Global financial institutions are experimenting with an essential new C-level position—the Chief Control Officer—to ensure that organisational lines of defence are effective in fostering internal compliance, accountability, and transparency. But without the right data, they may still be feeling around in the dark.
Oversight and supervision of non-financial risks have long been part of the day job for senior banking and investment management executives, particularly as more headline-making examples of rogue traders and pockets of fraudulent activity in specific business units have cropped up at universal banks in past years. Think Adoboli at UBS, or the more recent billion-dollar enforcement action against Wells Fargo.
The approach to dealing with these risks has taken two directions. On one hand, Individual accountability regimes have pushed these responsibilities further down to senior managers—the first in the classic three lines of organisational defence. But, despite this expanded ownership for assessing, controlling, and mitigating risks, they often lack the resources, expertise or political clout to secure investment, implement automated solutions, and ultimately make positive and sustainable change happen. They need support from the second line of defence—professional risk, compliance, and control functions—and from the C-suite, governing bodies, and the independent third line. And so, on the other hand, non-financial risk responsibility is now vested at the boardroom level, as well. Enter the Chief Control Officer.
Whilst Chief Risk Officer (CRO) and the more familiar Chief Compliance Officer (CCO) positions are well-understood and have, within most regulated firms, been in place for a decade or more, this new talisman for internal controls is relatively immature and indeed, the role is still being shaped.
In general, the CCO for controls has a cross-functional remit focussed on managing down operational and conduct risks and other non-financial risks. The role contributes to the formulation of risk management and control strategy and policy, and is key to instilling a healthy risk culture within enterprise operations. The meat of the job, however, is active oversight: monitoring and mitigation of risk of loss or regulatory attention. The CCO is ultimately accountable for the effective execution of the control framework; that’s where most of his or her challenges lie. And to this extent, the role serves as a gatherer, consumer, and distributor of data as much as it does a policymaker.

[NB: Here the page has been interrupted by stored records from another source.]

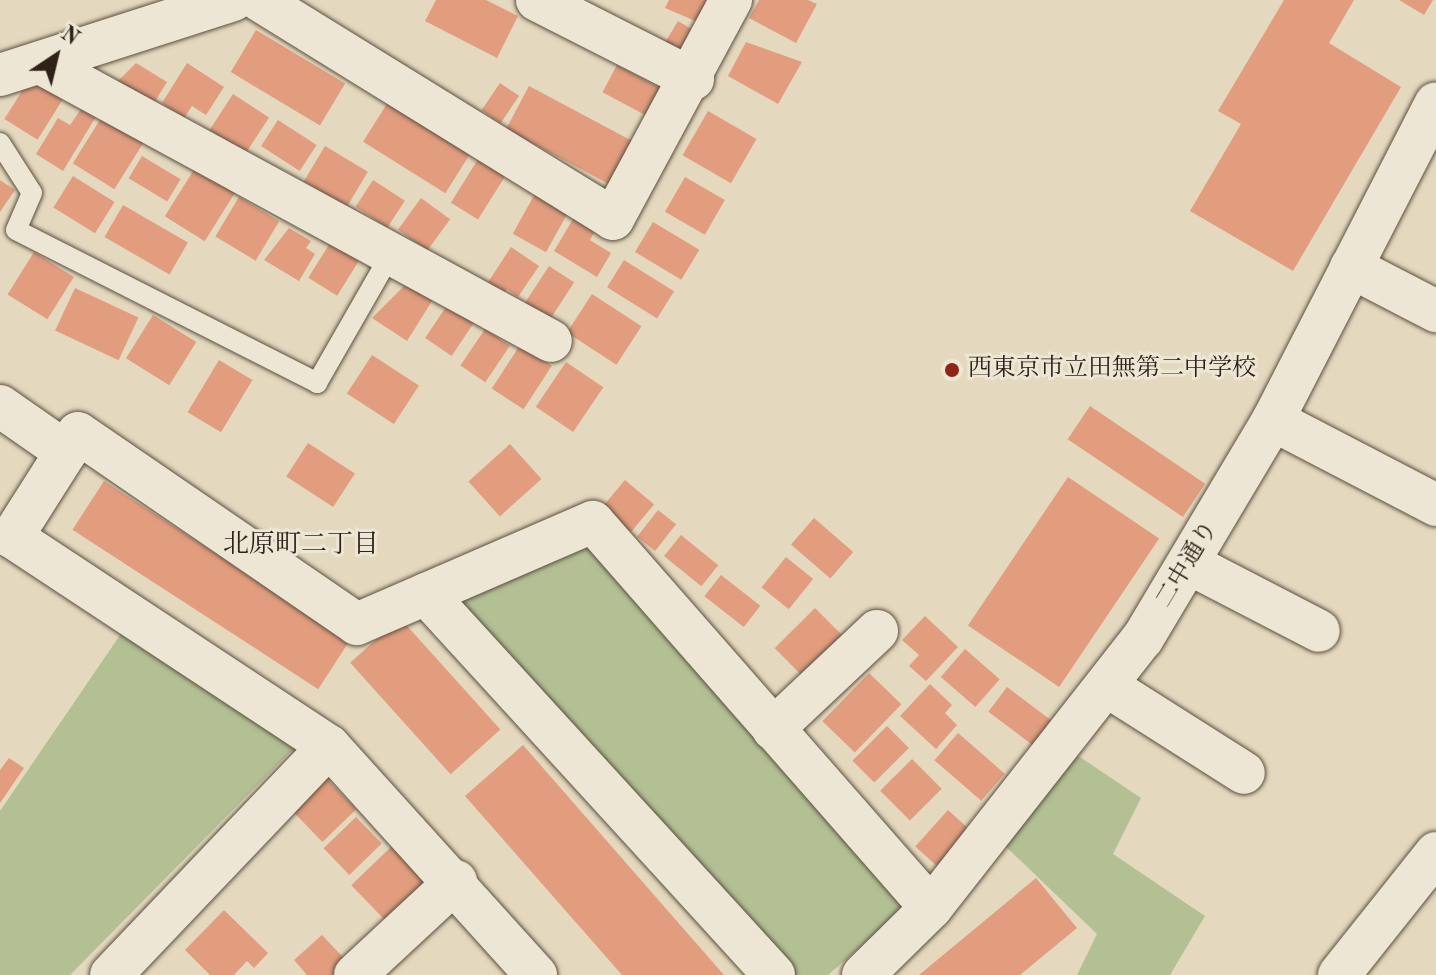 <!DOCTYPE html>
<meta charset="utf-8">
<style>
body{margin:0}
#map{position:relative;width:1436px;height:975px;overflow:hidden;background:#e4d9be;font-family:"Old Standard TT","Noto Serif JP",serif}
div>[style]{position:absolute}
.green>*{inset:0;background:#b2c093}
.building>*{inset:0;background:#e29d7e;transform-origin:0 0}
.roads{filter:drop-shadow(0 0 2px #5c4f42) drop-shadow(0 0 2px #5c4f42)}
.service>*{height:20px;margin:-10px;padding:0 10px;transform-origin:10px;border-radius:10px;background:#ede6d5}
.minor>*{height:42px;margin:-21px;padding:0 21px;transform-origin:21px;border-radius:21px;background:#ede6d5}
.dots>*{width:22px;height:22px;translate:-50% -50%;box-sizing:border-box;border:4px solid #ede6d5;border-radius:50%}
span{translate:-50% -50%;white-space:nowrap;text-align:center;line-height:1.15;-webkit-text-stroke:6px #ede6d5;paint-order:stroke}
.poi-label{font-size:24px;color:#2f2119}
.left{translate:0 -50%;text-align:left}
.street-label{font-size:24px;color:#2f2119}
.neighbourhood-label{font-size:26px;color:#2f2119}
.north{position:absolute;left:16px;top:16px;width:80px;height:80px;-webkit-text-stroke:6px #ede6d5;paint-order:stroke;rotate:35deg;font-size:22px;font-weight:700;line-height:32px;text-align:center;color:#2f2119}
.north::after{content:'';display:block;margin:auto;width:28px;height:36px;background:#2f2119;clip-path:polygon(50% 0,100% 100%,50% 72%,0 100%)}
</style>
<div id="map">
<div class="green">
<i style="clip-path:polygon(589px 539px,912px 902px,828px 975px,788px 975px,443px 599px)"></i>
<i style="clip-path:polygon(129px 622px,303px 739px,70px 975px,0 975px,0 811px)"></i>
<i style="clip-path:polygon(1062px 745px,1141px 798px,1113px 854px,1205px 916px,1170px 975px,1077px 975px,1097px 934px,998px 839px)"></i>
</div>
<div class="building">
<i style="clip-path:polygon(436px 0,486px 0,518px 16px,497px 58px,425px 21px)"></i>
<i style="clip-path:polygon(669px 0,718px 0,707px 26px,665px 8px)"></i>
<i style="clip-path:polygon(759px 0,808px 0,817px 4px,796px 43px,749px 18px)"></i>
<i style="clip-path:polygon(1284px 0,1354px 0,1329px 43px,1401px 87px,1293px 271px,1190px 211px,1241px 124px,1218px 111px)"></i>
<i style="clip-path:polygon(1399px 0,1433px 0,1424px 15px)"></i>
<i style="left:678px;top:21px;width:33px;height:31px;rotate:31deg"></i>
<i style="left:256px;top:30px;width:104px;height:49px;rotate:31deg"></i>
<i style="clip-path:polygon(746px 42px,802px 62px,778px 104px,728px 76px)"></i>
<i style="clip-path:polygon(136px 63px,167px 82px,148px 113px,110px 89px)"></i>
<i style="clip-path:polygon(187px 63px,224px 87px,206px 115px,192px 106px,184px 118px,162px 103px)"></i>
<i style="left:617px;top:65px;width:60px;height:31px;rotate:28deg"></i>
<i style="left:32px;top:75px;width:39px;height:52px;rotate:32deg"></i>
<i style="left:500px;top:83px;width:23px;height:33px;rotate:34deg"></i>
<i style="left:529px;top:86px;width:126px;height:49px;rotate:28deg"></i>
<i style="left:233px;top:94px;width:43px;height:43px;rotate:33deg"></i>
<i style="left:388px;top:102px;width:97px;height:47px;rotate:32deg"></i>
<i style="clip-path:polygon(83px 106px,97px 115px,63px 171px,36px 154px,58px 118px,70px 125px)"></i>
<i style="left:708px;top:111px;width:56px;height:51px;rotate:30deg"></i>
<i style="left:103px;top:115px;width:49px;height:57px;rotate:32deg"></i>
<i style="left:278px;top:120px;width:46px;height:31px;rotate:33deg"></i>
<i style="left:325px;top:146px;width:50px;height:41px;rotate:31deg"></i>
<i style="left:142px;top:156px;width:45px;height:26px;rotate:31deg"></i>
<i style="left:480px;top:156px;width:32px;height:55px;rotate:32deg"></i>
<i style="left:195px;top:168px;width:47px;height:57px;rotate:32deg"></i>
<i style="left:73px;top:176px;width:49px;height:37px;rotate:32deg"></i>
<i style="left:685px;top:177px;width:46px;height:40px;rotate:30deg"></i>
<i style="clip-path:polygon(0 180px,15px 190px,0 212px)"></i>
<i style="left:373px;top:180px;width:38px;height:32px;rotate:33deg"></i>
<i style="left:537px;top:190px;width:38px;height:50px;rotate:29deg"></i>
<i style="left:239px;top:197px;width:47px;height:46px;rotate:31deg"></i>
<i style="left:421px;top:198px;width:36px;height:39px;rotate:36deg"></i>
<i style="left:123px;top:205px;width:75px;height:37px;rotate:30deg"></i>
<i style="clip-path:polygon(576px 214px,597px 227px,590px 240px,611px 253px,597px 277px,554px 251px)"></i>
<i style="left:653px;top:222px;width:54px;height:35px;rotate:31deg"></i>
<i style="clip-path:polygon(289px 228px,311px 241px,306px 248px,315px 254px,299px 281px,264px 260px)"></i>
<i style="left:330px;top:243px;width:34px;height:41px;rotate:32deg"></i>
<i style="clip-path:polygon(511px 247px,539px 266px,518px 297px,507px 289px,497px 304px,481px 293px)"></i>
<i style="left:34px;top:252px;width:47px;height:50px;rotate:32deg"></i>
<i style="left:624px;top:260px;width:59px;height:32px;rotate:32deg"></i>
<i style="left:549px;top:266px;width:30px;height:49px;rotate:33deg"></i>
<i style="clip-path:polygon(406px 284px,432px 301px,407px 341px,372px 318px)"></i>
<i style="left:75px;top:288px;width:70px;height:47px;rotate:25deg"></i>
<i style="left:592px;top:294px;width:59px;height:46px;rotate:33deg"></i>
<i style="left:448px;top:304px;width:32px;height:41px;rotate:34deg"></i>
<i style="left:153px;top:315px;width:51px;height:51px;rotate:32deg"></i>
<i style="left:485px;top:329px;width:30px;height:44px;rotate:34deg"></i>
<i style="left:520px;top:345px;width:38px;height:52px;rotate:33deg"></i>
<i style="left:372px;top:355px;width:56px;height:46px;rotate:33deg"></i>
<i style="left:219px;top:360px;width:39px;height:61px;rotate:31deg"></i>
<i style="left:566px;top:362px;width:45px;height:54px;rotate:34deg"></i>
<i style="left:1090px;top:406px;width:139px;height:40px;rotate:34deg"></i>
<i style="left:308px;top:443px;width:56px;height:40px;rotate:33deg"></i>
<i style="left:510px;top:444px;width:47px;height:56px;rotate:48deg"></i>
<i style="left:1068px;top:477px;width:110px;height:179px;rotate:34deg"></i>
<i style="left:625px;top:480px;width:38px;height:36px;rotate:40deg"></i>
<i style="left:104px;top:481px;width:293px;height:58px;rotate:33deg"></i>
<i style="left:658px;top:510px;width:23px;height:34px;rotate:38deg"></i>
<i style="left:814px;top:518px;width:52px;height:35px;rotate:41deg"></i>
<i style="left:681px;top:535px;width:48px;height:27px;rotate:39deg"></i>
<i style="left:786px;top:557px;width:35px;height:39px;rotate:39deg"></i>
<i style="left:721px;top:575px;width:50px;height:27px;rotate:38deg"></i>
<i style="left:815px;top:608px;width:47px;height:57px;rotate:45deg"></i>
<i style="clip-path:polygon(925px 616px,958px 647px,926px 681px,909px 666px,919px 655px,902px 640px)"></i>
<i style="left:400px;top:618px;width:150px;height:67px;rotate:48deg"></i>
<i style="left:965px;top:649px;width:46px;height:37px;rotate:41deg"></i>
<i style="left:869px;top:673px;width:45px;height:67px;rotate:44deg"></i>
<i style="clip-path:polygon(930px 684px,952px 705px,945px 713px,957px 725px,936px 749px,900px 716px)"></i>
<i style="left:1007px;top:687px;width:58px;height:31px;rotate:37deg"></i>
<i style="left:887px;top:726px;width:31px;height:49px;rotate:45deg"></i>
<i style="left:958px;top:733px;width:62px;height:36px;rotate:41deg"></i>
<i style="clip-path:polygon(523px 745px,682px 927px,724px 975px,622px 975px,465px 796px)"></i>
<i style="clip-path:polygon(9px 758px,24px 768px,0 803px,0 770px)"></i>
<i style="left:912px;top:759px;width:42px;height:45px;rotate:45deg"></i>
<i style="left:325px;top:777px;width:45px;height:47px;rotate:46deg"></i>
<i style="left:948px;top:810px;width:31px;height:49px;rotate:42deg"></i>
<i style="left:356px;top:817px;width:37px;height:45px;rotate:46deg"></i>
<i style="left:393px;top:845px;width:55px;height:58px;rotate:46deg"></i>
<i style="clip-path:polygon(1036px 878px,1077px 928px,1020px 975px,919px 975px)"></i>
<i style="clip-path:polygon(224px 910px,268px 953px,254px 968px,247px 961px,234px 975px,210px 975px,185px 950px)"></i>
<i style="clip-path:polygon(322px 935px,354px 969px,348px 975px,307px 975px,294px 960px)"></i>
</div>
<div class="roads">
<div class="service">
<i style="left:0;top:143px;width:59px;rotate:57.4deg"></i>
<i style="left:32px;top:193px;width:40px;rotate:113.4deg"></i>
<i style="left:16px;top:230px;width:338px;rotate:26.9deg"></i>
<i style="left:317px;top:383px;width:149px;rotate:-60.2deg"></i>
</div>
<div class="minor">
<i style="left:259px;top:0;width:416px;rotate:31.7deg"></i>
<i style="left:613px;top:219px;width:249px;rotate:-61.7deg"></i>
<i style="left:537px;top:0;width:175px;rotate:26.9deg"></i>
<i style="left:44px;top:65px;width:577px;rotate:28.56deg"></i>
<i style="left:0;top:75px;width:245px;rotate:-17.8deg"></i>
<i style="left:1351px;top:267px;width:96px;rotate:27.4deg"></i>
<i style="left:0;top:406px;width:80px;rotate:34.9deg"></i>
<i style="left:66px;top:452px;width:101px;rotate:122.4deg"></i>
<i style="left:12px;top:537px;width:380px;rotate:33.4deg"></i>
<i style="left:329px;top:746px;width:309px;rotate:47.9deg"></i>
<i style="left:1273px;top:420px;width:184px;rotate:27.5deg"></i>
<i style="left:66px;top:452px;width:22px;rotate:-58deg"></i>
<i style="left:78px;top:433px;width:338px;rotate:34.4deg"></i>
<i style="left:357px;top:624px;width:257px;rotate:-23.4deg"></i>
<i style="left:593px;top:522px;width:513px;rotate:48.79deg"></i>
<i style="left:1190px;top:564px;width:145px;rotate:27.4deg"></i>
<i style="left:426px;top:594px;width:516px;rotate:47.59deg"></i>
<i style="left:1107px;top:686px;width:162px;rotate:32.4deg"></i>
<i style="left:773px;top:729px;width:143px;rotate:-43.3deg"></i>
<i style="left:111px;top:975px;width:316px;rotate:-46.4deg"></i>
<i style="left:355px;top:975px;width:138px;rotate:-42.9deg"></i>
<i style="left:863px;top:975px;width:95px;rotate:-44.6deg"></i>
<i style="left:931px;top:908px;width:343px;rotate:-51.9deg"></i>
<i style="left:1143px;top:638px;width:254px;rotate:-59.2deg"></i>
<i style="left:1273px;top:420px;width:356px;rotate:-62.8deg"></i>
<i style="left:1339px;top:975px;width:156px;rotate:-51.5deg"></i>
</div>
</div>
<div class="dots">
<i style="left:952px;top:370px;background:#8f2418"></i>
</div>
<div class="poi-label">
<span class="left" style="left:968px;top:370px">西東京市立田無第二中学校</span>
</div>
<div class="street-label">
<span style="left:1188px;top:565px;rotate:-59deg">二中通り</span>
</div>
<div class="neighbourhood-label">
<span style="left:301px;top:546px">北原町二丁目</span>
</div>
<div class="north">N</div>
</div>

Because of the reputational risk and considerable penalties now in play, there is an inexorable march towards more granular and more real-time controls among the world’s largest institutions. The new CCO role only highlights the opportunity firms have to fundamentally change their organisation’s approach to the controls lifecycle. Senior managers need to be able to identify and assess gaps, and design, build, and implement controls into their operations much faster. Contrary to the old notions of controls as crusty rules living only on paper, they now expect flexibility and “control on-demand” capabilities from their CCO colleagues, and we are seeing a new control-as-a-service concept evolve as result. Just as firms today can deploy internal factories for building and deploying analytic models, utilities for reconciliations, and centres of excellence for new initiatives like robotics, we are seeing the concept of controls being delivered as-a-service, leveraging the capabilities of agile technologies and robust data management platforms.

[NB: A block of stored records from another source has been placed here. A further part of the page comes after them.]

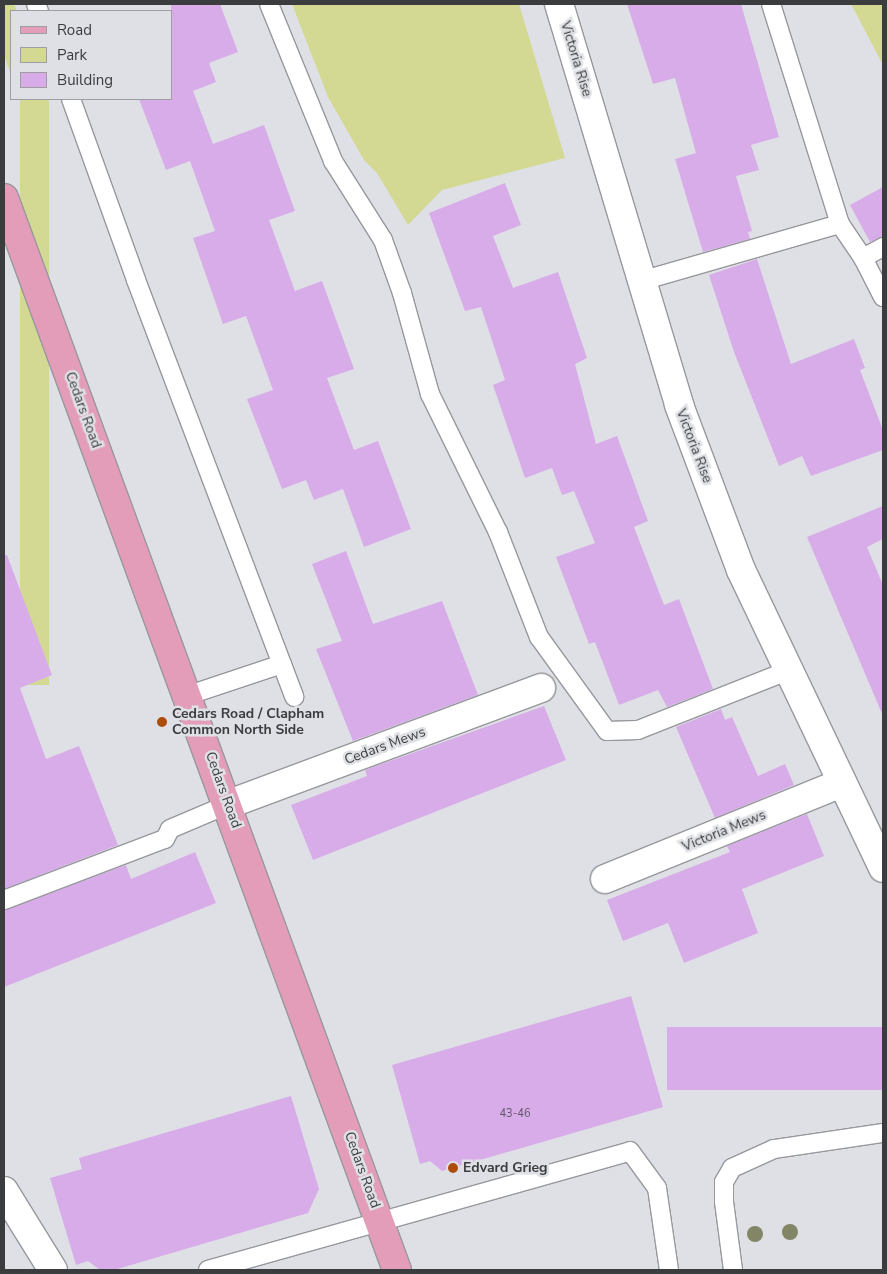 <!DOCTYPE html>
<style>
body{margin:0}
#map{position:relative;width:887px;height:1274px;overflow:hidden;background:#dee0e5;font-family:"Nunito Sans",sans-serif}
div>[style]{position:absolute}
.green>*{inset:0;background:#d3d993;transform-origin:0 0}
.building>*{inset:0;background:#d8ace9;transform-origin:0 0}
.roads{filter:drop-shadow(1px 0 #97989d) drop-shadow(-1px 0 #97989d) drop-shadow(0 1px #97989d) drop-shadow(0 -1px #97989d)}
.lane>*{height:18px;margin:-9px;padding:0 9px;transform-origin:9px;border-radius:9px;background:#fff}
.street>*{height:28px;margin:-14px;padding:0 14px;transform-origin:14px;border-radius:14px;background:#fff}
.primary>*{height:28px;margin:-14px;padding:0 14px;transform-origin:14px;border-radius:14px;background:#e39db8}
.trees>*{width:16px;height:16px;margin:-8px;border-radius:50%;background:#838567}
.dots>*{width:14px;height:14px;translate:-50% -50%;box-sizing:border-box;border:2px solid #dee0e5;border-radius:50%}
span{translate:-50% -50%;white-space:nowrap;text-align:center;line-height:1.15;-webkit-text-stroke:5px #dee0e5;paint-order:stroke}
.number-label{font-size:11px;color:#625869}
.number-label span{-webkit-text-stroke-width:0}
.street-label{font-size:14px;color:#3b3c3e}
.poi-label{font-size:14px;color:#3b3c3e;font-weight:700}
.left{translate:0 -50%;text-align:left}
.frame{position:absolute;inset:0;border:5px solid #3b3c3e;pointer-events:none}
.legend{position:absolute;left:10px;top:10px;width:162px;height:90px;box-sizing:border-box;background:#dee0e5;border:1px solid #9d9ea2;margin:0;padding:6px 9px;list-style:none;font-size:15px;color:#3b3c3e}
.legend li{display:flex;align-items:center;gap:10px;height:25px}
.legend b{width:25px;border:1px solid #9d9ea2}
</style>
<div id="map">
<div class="green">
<div style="clip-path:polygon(4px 4px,14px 4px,17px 11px,11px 11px,11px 75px,4px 55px)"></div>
<div style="clip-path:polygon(292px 4px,519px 4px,565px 158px,442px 190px,408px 225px,377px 173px,364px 160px,328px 97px)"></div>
<div style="clip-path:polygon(851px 4px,883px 4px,883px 65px)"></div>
<div style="left:20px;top:99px;width:29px;height:586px"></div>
</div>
<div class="building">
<div style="clip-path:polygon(171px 4px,220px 4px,238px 52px,209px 63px,216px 82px,193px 91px,213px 144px,264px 125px,295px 211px,269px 220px,295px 291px,322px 281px,354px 369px,327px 378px,354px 450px,378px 441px,411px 529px,364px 547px,343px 489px,314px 500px,306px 480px,282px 489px,247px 399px,273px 390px,246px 316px,223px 324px,193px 238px,215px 231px,190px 161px,166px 170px,139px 99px,171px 99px)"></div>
<div style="clip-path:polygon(627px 4px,741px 4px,779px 137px,751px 145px,759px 170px,736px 176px,752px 231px,748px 232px,750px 239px,703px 252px,675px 159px,696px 153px,675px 78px,653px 84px)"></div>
<div style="clip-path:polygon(505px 183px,521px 225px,493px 236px,513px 288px,558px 272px,587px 358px,575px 364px,596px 444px,617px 436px,648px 521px,634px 527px,664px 605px,679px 599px,713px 689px,667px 707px,658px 690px,619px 705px,595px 642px,589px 644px,556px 557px,595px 543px,574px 491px,562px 495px,552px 468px,525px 478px,493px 385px,505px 380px,481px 307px,465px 311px,429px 213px)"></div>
<div style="clip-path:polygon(883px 187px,883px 236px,870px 242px,850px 205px)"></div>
<div style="clip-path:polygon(757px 259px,791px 364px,854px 339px,865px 368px,860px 370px,883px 430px,883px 450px,811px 476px,802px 456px,779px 466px,734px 352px,709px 275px)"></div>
<div style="clip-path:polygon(883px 506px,883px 539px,867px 547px,883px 585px,883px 716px,807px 537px)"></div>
<div style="clip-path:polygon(346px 551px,373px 624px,442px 601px,478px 695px,353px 741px,316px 649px,342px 641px,312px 564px)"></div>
<div style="clip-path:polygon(4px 555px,7px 555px,52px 675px,20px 688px,46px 759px,79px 746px,118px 845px,4px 889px)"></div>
<div style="clip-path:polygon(544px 706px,566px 760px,313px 860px,291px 805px,367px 776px,365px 770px)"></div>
<div style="clip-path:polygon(721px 709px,725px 720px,732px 717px,758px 776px,785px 764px,794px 785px,715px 818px,676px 727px)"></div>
<div style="clip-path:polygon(807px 814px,824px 856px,742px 889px,758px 933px,684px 963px,668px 923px,623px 941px,607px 900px,730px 852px,727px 846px)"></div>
<div style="clip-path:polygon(195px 852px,216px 903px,4px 987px,4px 910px,126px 865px,131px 879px)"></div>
<div style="clip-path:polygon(631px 996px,663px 1107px,442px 1171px,430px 1161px,420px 1164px,392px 1065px)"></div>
<div style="left:883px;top:1027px;width:63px;height:216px;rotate:90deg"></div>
<div style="clip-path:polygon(291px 1096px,319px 1189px,308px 1213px,114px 1270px,100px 1270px,88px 1261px,76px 1265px,50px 1178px,82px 1169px,79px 1158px)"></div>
</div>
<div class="roads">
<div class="lane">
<div style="left:36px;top:4px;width:8px;rotate:67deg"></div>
<div style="left:269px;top:4px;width:170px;rotate:67.8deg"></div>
<div style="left:333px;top:161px;width:93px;rotate:57.7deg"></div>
<div style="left:383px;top:240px;width:56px;rotate:70.3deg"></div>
<div style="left:402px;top:293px;width:105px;rotate:74.5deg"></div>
<div style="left:430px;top:394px;width:154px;rotate:63.8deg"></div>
<div style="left:498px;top:532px;width:113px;rotate:68.7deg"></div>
<div style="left:539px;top:637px;width:116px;rotate:54.1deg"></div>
<div style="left:607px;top:731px;width:31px;rotate:-2deg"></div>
<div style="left:638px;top:730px;width:160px;rotate:-21.6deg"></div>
<div style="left:771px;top:4px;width:231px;rotate:72.6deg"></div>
<div style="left:840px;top:224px;width:41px;rotate:55.9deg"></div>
<div style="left:71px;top:99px;width:192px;rotate:70.2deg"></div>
<div style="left:136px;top:280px;width:446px;rotate:69.2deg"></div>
<div style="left:883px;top:247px;width:23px;rotate:151deg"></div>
<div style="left:863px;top:258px;width:44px;rotate:62.9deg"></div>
<div style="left:641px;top:281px;width:207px;rotate:-16deg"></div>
<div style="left:189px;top:695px;width:98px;rotate:-18.4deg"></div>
<div style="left:4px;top:900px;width:172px;rotate:-20.8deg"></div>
<div style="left:165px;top:839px;width:11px;rotate:-63deg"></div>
<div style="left:170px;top:829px;width:64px;rotate:-23deg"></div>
<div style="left:208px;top:1270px;width:438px;rotate:-15.7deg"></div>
<div style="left:630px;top:1151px;width:46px;rotate:53.9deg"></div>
<div style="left:657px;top:1188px;width:83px;rotate:81.7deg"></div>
<div style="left:733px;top:1270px;width:69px;rotate:-97.5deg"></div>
<div style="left:724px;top:1202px;width:20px;rotate:-90deg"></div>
<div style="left:724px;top:1182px;width:16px;rotate:-60deg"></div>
<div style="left:732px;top:1168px;width:46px;rotate:-24.3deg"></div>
<div style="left:774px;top:1149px;width:110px;rotate:-8.4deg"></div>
</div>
<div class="street">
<div style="left:559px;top:4px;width:419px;rotate:73.3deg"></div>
<div style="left:679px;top:405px;width:176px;rotate:69.4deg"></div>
<div style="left:741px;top:570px;width:330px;rotate:64.5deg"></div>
<div style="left:229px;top:804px;width:333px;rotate:-20.4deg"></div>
<div style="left:605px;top:879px;width:256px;rotate:-22.1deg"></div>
<div style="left:4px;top:1191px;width:93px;rotate:58.2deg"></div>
</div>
<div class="primary">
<div style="left:4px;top:198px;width:1142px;rotate:69.87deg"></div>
</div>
</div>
<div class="trees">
<div style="left:790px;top:1232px"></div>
<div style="left:755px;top:1234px"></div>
</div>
<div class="dots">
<div style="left:162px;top:722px;background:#ad4c0c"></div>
<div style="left:453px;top:1168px;background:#ad4c0c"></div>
</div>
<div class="number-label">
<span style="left:515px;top:1114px">43-46</span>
</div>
<div class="street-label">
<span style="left:576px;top:59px;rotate:73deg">Victoria Rise</span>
<span style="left:83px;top:410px;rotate:70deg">Cedars Road</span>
<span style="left:694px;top:446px;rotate:69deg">Victoria Rise</span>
<span style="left:385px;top:746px;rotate:-20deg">Cedars Mews</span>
<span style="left:223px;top:790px;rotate:70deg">Cedars Road</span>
<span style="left:724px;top:831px;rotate:-22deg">Victoria Mews</span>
<span style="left:362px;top:1170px;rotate:70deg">Cedars Road</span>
</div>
<div class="poi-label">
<span class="left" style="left:172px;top:722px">Cedars Road / Clapham<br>Common North Side</span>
<span class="left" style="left:463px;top:1168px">Edvard Grieg</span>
</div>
<div class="frame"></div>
<ul class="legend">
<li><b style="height:6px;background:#e39db8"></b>Road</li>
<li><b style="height:14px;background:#d3d993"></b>Park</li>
<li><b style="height:14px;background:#d8ace9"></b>Building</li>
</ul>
</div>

As the role continues to evolve, the CCO cannot be successful without effective monitoring systems, high-quality data, and actionable information drawn from that data. The CCO is heavily reliant on colleagues in operations and technology, but this role can also set the agenda and be instigators of change when it comes to the systems modernisation agenda. In fact, operations chiefs and tech teams are equally frustrated about their complex data spaghetti, inflexible processing platforms, and their critical—but typically expensive and cumbersome—legacy reconciliation systems. Without a refresh in these core areas and establishing baseline data about trading and business activity, it is difficult—if not impossible— to develop effective controls around organisational behaviour and individual conduct.
To this extent, the CCO should be driving the argument, bringing to bear new influence, leveraging a growing mandate from the boardroom, and ultimately striving to consummate broad-based technology transformation that puts controls at the center of the enterprise.